Le cause di questo declino sono molto, ma già sufficientemente note alla scienza e al grande pubblico. I responsabili principali di questo degrado degli habitat sono le aziende agroalimentari che sversano nel suolo e nelle acque enormi quantità di pesticidi e inquinanti. L'inquinamento delle altre industrie e i cambiamenti climatici inoltre colpiscono quasi tutti gli stati, con "incidenti" ambientali abbastanza regolari, come quello che è avvenuto qualche giorno fa in Ohio, dove un treno carico di liquidi tossici è deragliato, inquinando la falda sotterranea. Infine le specie invasive e gli animali da fattoria sono le prime minacce che deve affrontare la fauna selvatica degli Stati Uniti, in quanto sono i primi competitor – assieme all'asfalto e alla cementificazione – con cui interagiscono, tramite la competizione alimentare e spaziale.

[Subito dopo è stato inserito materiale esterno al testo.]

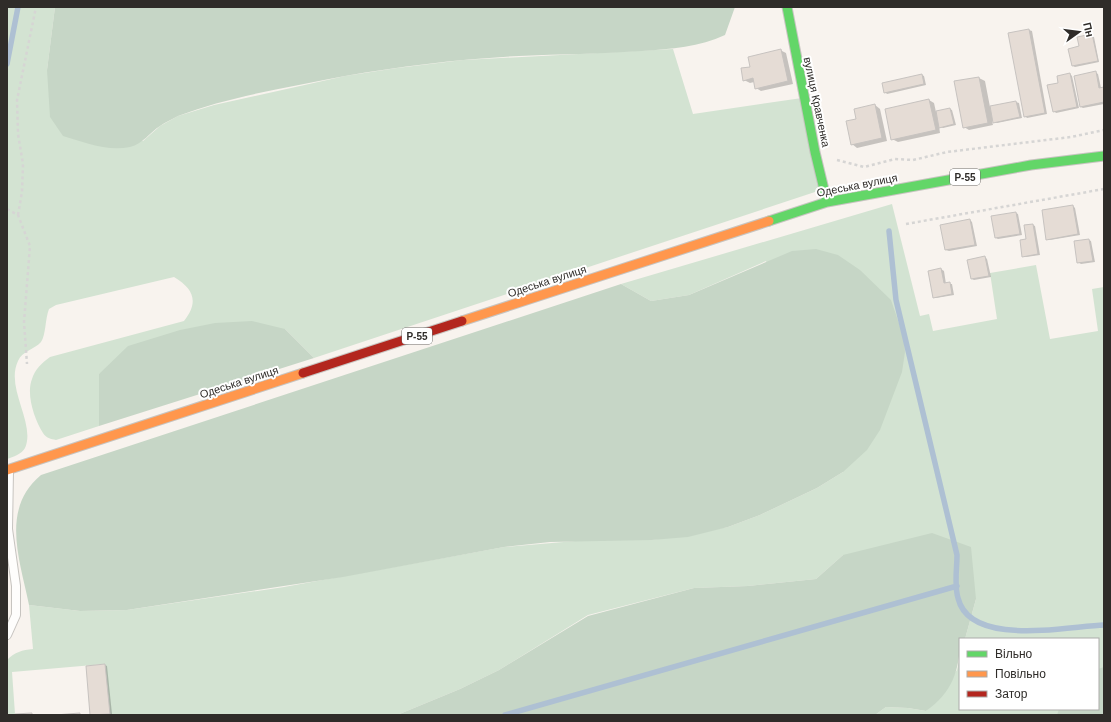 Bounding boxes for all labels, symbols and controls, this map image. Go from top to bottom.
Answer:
north arrow [1059,12,1099,52]
text: Пн [1081,21,1096,38]
street label: вулиця Кравченка [802,56,833,149]
road number: Р-55 [950,169,980,185]
street label: Одеська вулиця [816,171,898,199]
street label: Одеська вулиця [506,263,588,299]
road number: Р-55 [402,328,432,344]
street label: Одеська вулиця [198,364,280,400]
legend [959,638,1099,710]
text: Вільно [995,647,1033,661]
text: Повільно [995,667,1046,681]
text: Затор [995,687,1028,701] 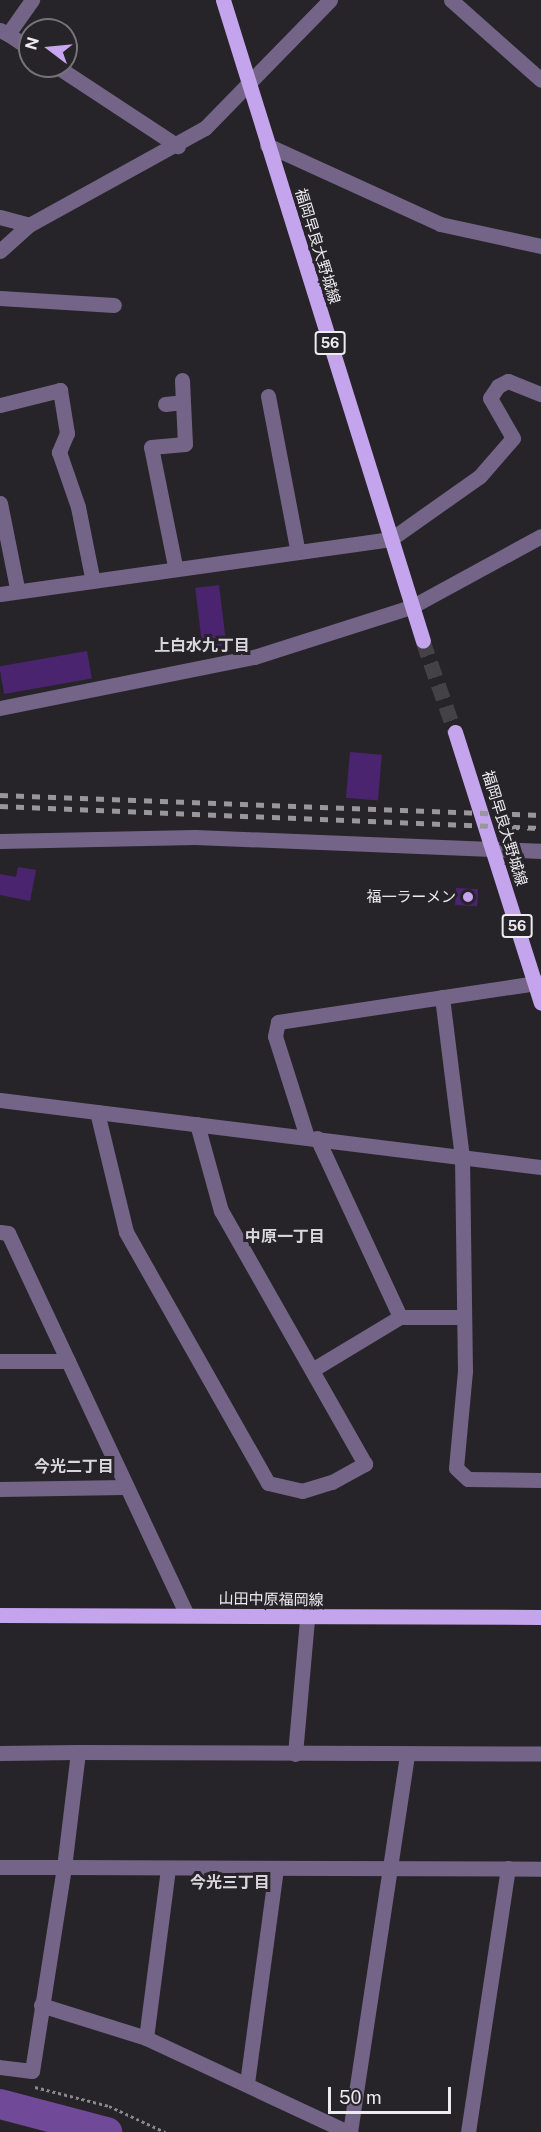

«Se vogliamo mantenere i livelli di biodiversità di cui godiamo attualmente, già inferiori a quelli del passato, dobbiamo prendere di mira i luoghi in cui la biodiversità è maggiormente minacciata – ha affermato il presidente di NatureServe Seon O'Brien. – Solo così potremo garantire un futuro a noi stessi e alle specie che oggi sono minacciate. E questo rapporto ci consente di farlo, per quanto le sue conclusioni possano essere definite "terrificanti".»
I risultati di questo report sono in linea con le previsioni effettuate dalla IUCN e da altri enti di ricerca. Non solo negli USA, ma anche nel resto del mondo, sono numerosissime le specie che rischiano di scomparire prima della metà del secolo. E a fare ancora più male ai biologi e a tutti gli appassionati di natura di tutto il mondo non sono le difficoltà occorse nel salvaguardare le creature a rischio, ma il sempre più preoccupante disinteresse di molte istituzioni, locali finanche alle nazionali, quasi come se il movimento ambientalista e le necessità di protezione siano venute meno e non fossero giudicate importanti rispetto "a ciò che conta davvero".
«Eppure la battaglia contro l'estinzione non è andata già persa e abbiamo ancora tempo per migliorare le sorti di molte specie – hanno scritto i ricercatori nel report. – Il rapporto in questo aiuterà moltissimi gli ambientalisti a capire come proteggere la fauna selvatica degli Stati Uniti, aiutandoli a concentrarsi su dove è più necessario l'aiuto».